Millar is a great guy, but he's hardly a full time player anymore. Trot is a wonderful human being, still a major part of the Jimmy Fund's efforts, but he only started two games in the ALCS for the Indians. At age 33 this year, he only had a half season's at bats, 3 HR and 31 RBI.
This is all to say that whatever the emotion has made the loss of these guys feel like, in business terms letting them go has been the right decision in every instance.
There are two Boston-caliber 3rd basemen available this off-season. Even for the Red Sox, shelling out for Alex Rodriguez would so limit the team in other areas, it just isn't worth it. Combine that with the ample evidence that the man just can't deal with postseason pressure, and he's nowhere near what we want or need at the hot corner.
That leaves the incumbent and World Series MVP, Mike Lowell.

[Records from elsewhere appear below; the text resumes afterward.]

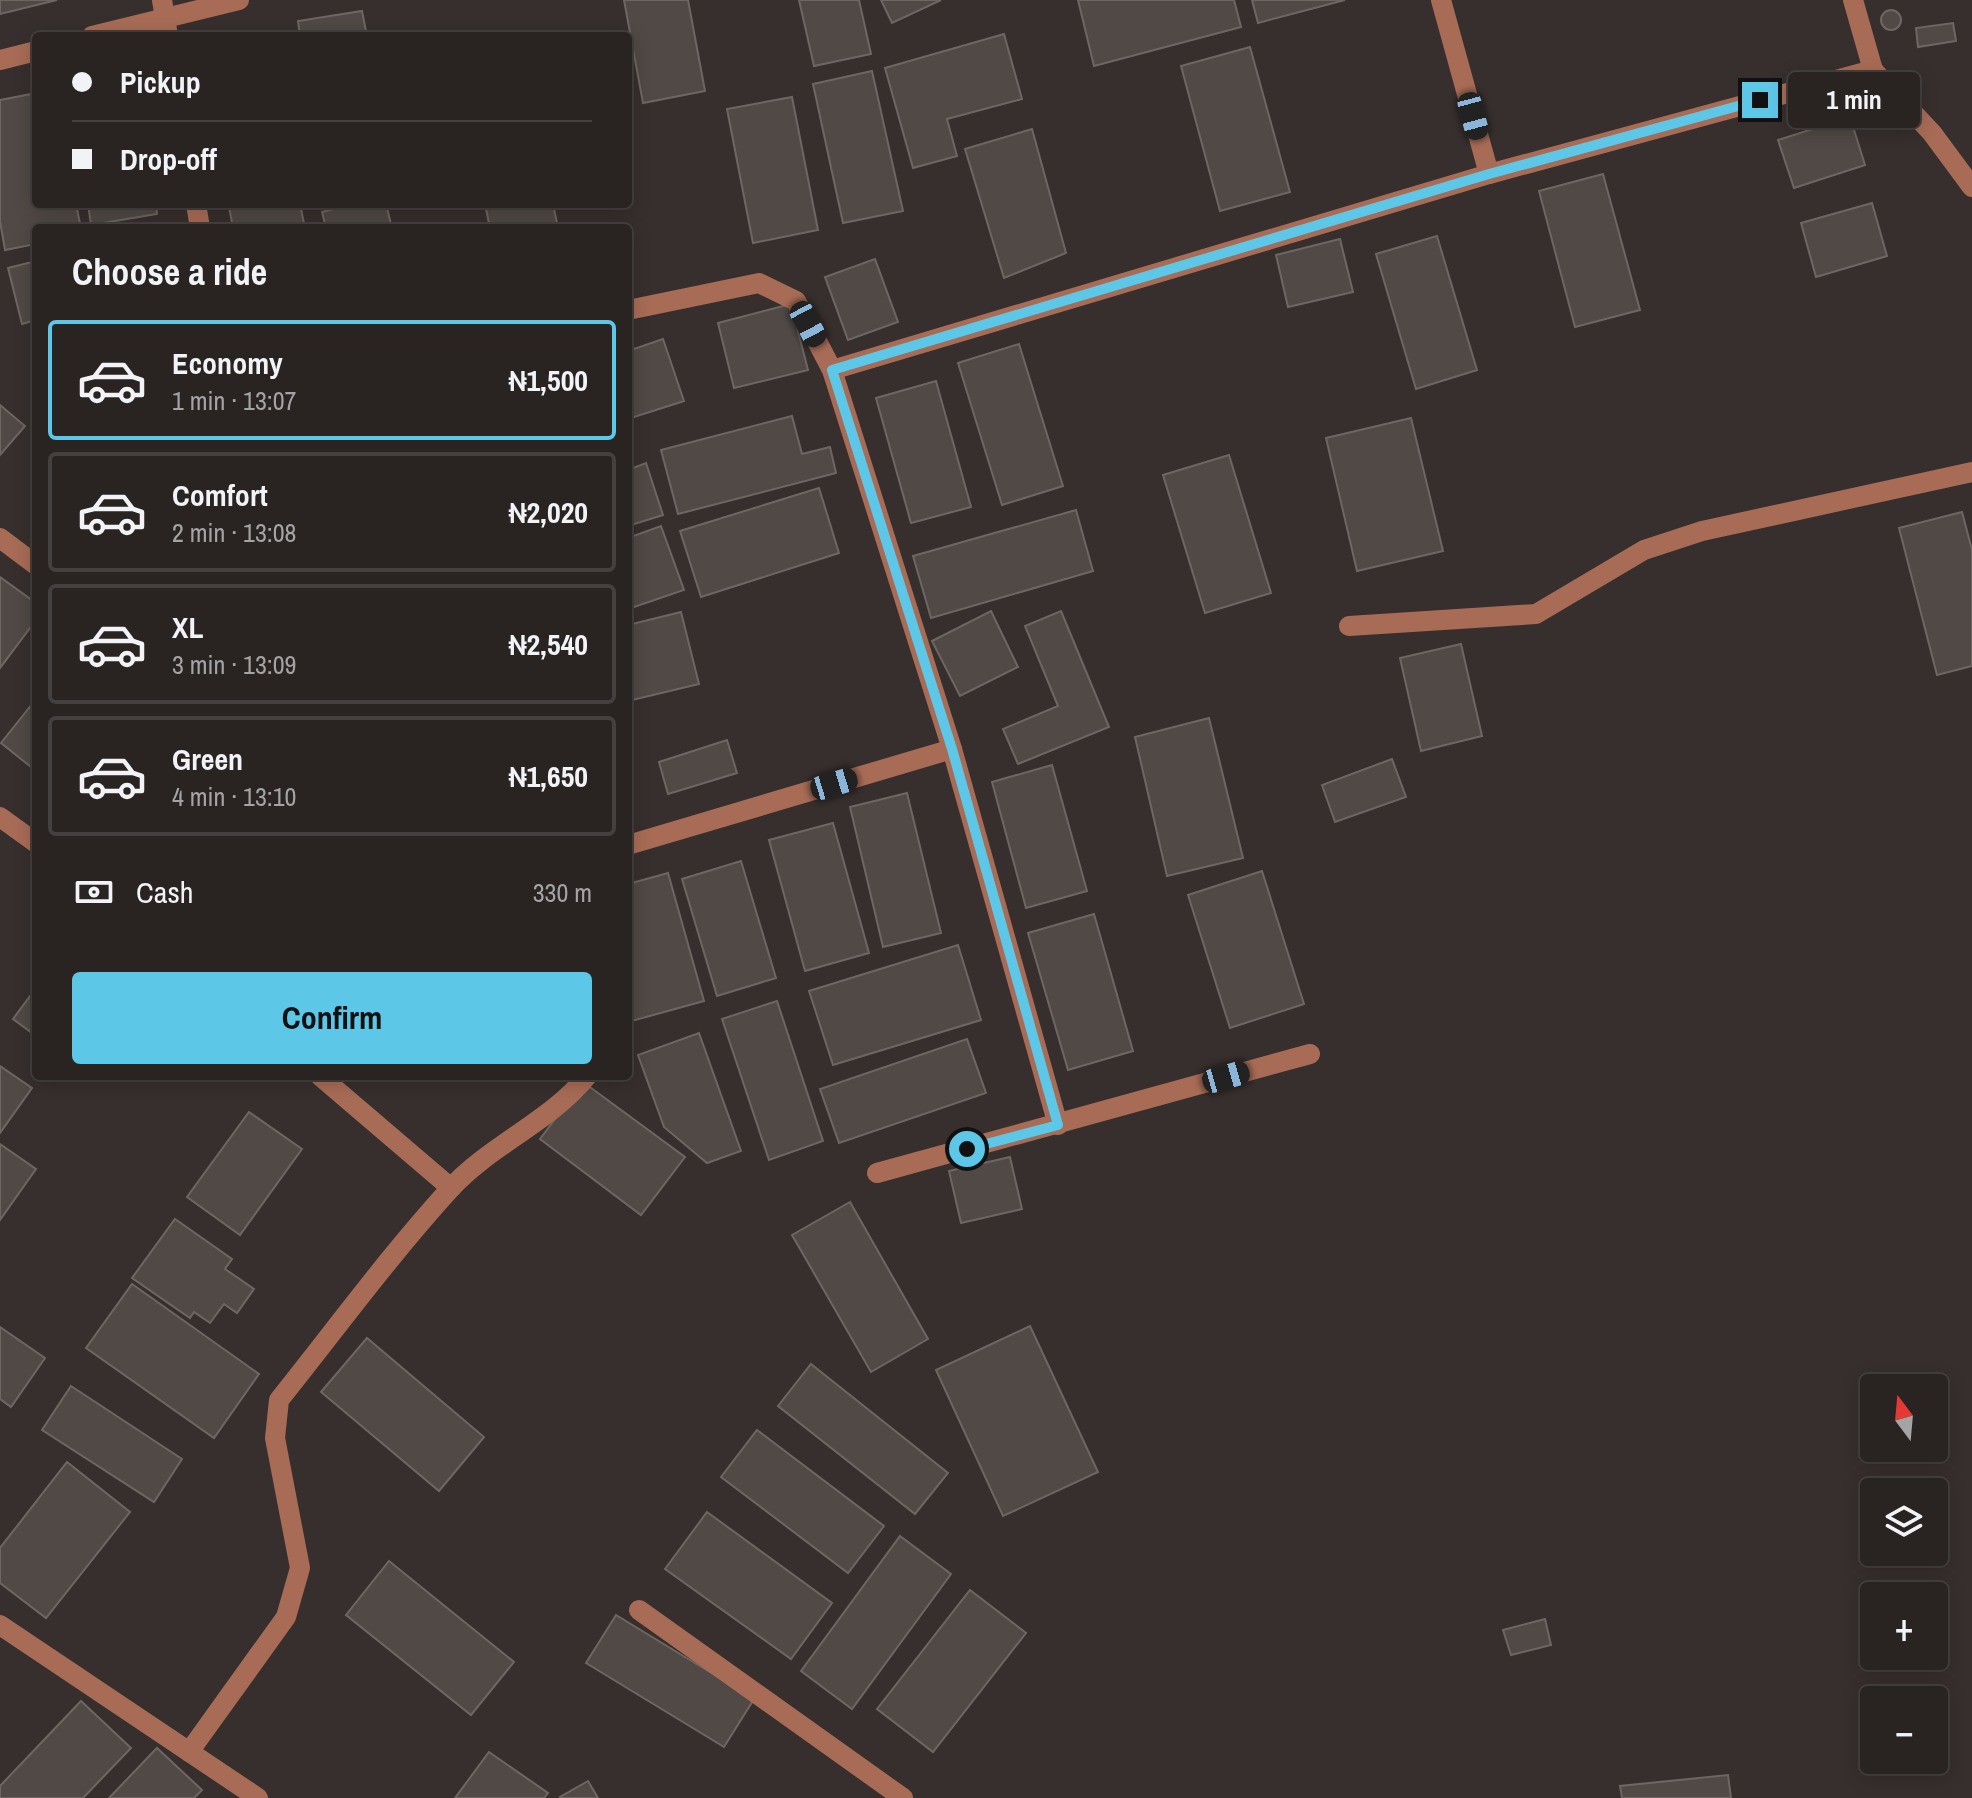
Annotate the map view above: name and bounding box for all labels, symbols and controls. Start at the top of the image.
text: Pickup [120,62,201,102]
callout: 1 min [1788,72,1920,128]
route end [1742,82,1778,118]
text: 1 min [1826,82,1882,117]
car [1455,90,1491,142]
text: Drop-off [120,139,217,179]
text: Choose a ride [72,248,267,296]
car [786,297,830,351]
text: Economy [172,343,283,383]
icon: car [76,344,148,416]
text: ₦1,500 [509,360,588,400]
text: 1 min · 13:07 [172,383,296,418]
text: Comfort [172,475,268,515]
icon: car [76,476,148,548]
text: ₦2,020 [509,492,588,532]
text: 2 min · 13:08 [172,515,296,550]
text: XL [172,607,203,647]
icon: car [76,608,148,680]
text: ₦2,540 [509,624,588,664]
text: 3 min · 13:09 [172,647,296,682]
text: Green [172,739,243,779]
icon: car [76,740,148,812]
text: ₦1,650 [509,756,588,796]
car [808,766,860,802]
text: 4 min · 13:10 [172,779,296,814]
icon: cash [72,870,116,914]
text: Cash [136,872,193,912]
text: 330 m [533,875,592,910]
button: Confirm [72,972,592,1064]
car [1200,1059,1252,1095]
route start [949,1131,985,1167]
north arrow [1860,1374,1948,1462]
map controls [1860,1374,1948,1774]
button: layers [1860,1478,1948,1566]
button: + [1860,1582,1948,1670]
button: − [1860,1686,1948,1774]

The Yankees will certainly bid big and long for their former farm hand. Mike had his career year at age 33 in 2007. He should be very good next year. But do we want the office to abandon a proven approach because we all love Mikey? If it takes a 4, or certainly a 5, year contract to keep him, I just can't see it (and by the way, ARod is only two years younger than Lowell). At that many years, the reasonable and wise approach becomes a shifting of Youkilis back to third and addition of another first baseman. No disrespect intended, but firstsackers are much easier to come by than third basemen.
So, to recap, just as we are better off with Jacoby Ellsbury in center rather than Johnny Damon, with Josh Beckett leading the staff instead of Pedro Martinez, Youk at first instead of Kevin Millar, Mikey Lowell at third instead of Bill Mueller, and even with the predictably disappointing JD Drew in right instead of Trot Nixon, so would we be better off over the next 4 to 5 years with Kevin Youkilis at third instead of a 37 and 38 year old Mike Lowell by the end of such a contract.
I'd hate to see Lowell walk, especially if he's walking into pinstripes. But truth be told, Johnny Damon helped the Red Sox much more this year by wearing a Yankees uniform than he ever could have in a Sox uni. The clock and the calendar march on, and neither of them care a whit about our emotional attachment to these guys who have done so much for Red Sox Nation. The business model can feel harsh, but it has delivered two World Series victories in four seasons after the celebrated 86 years with none to be found. Work the plan! It will keep us in contention.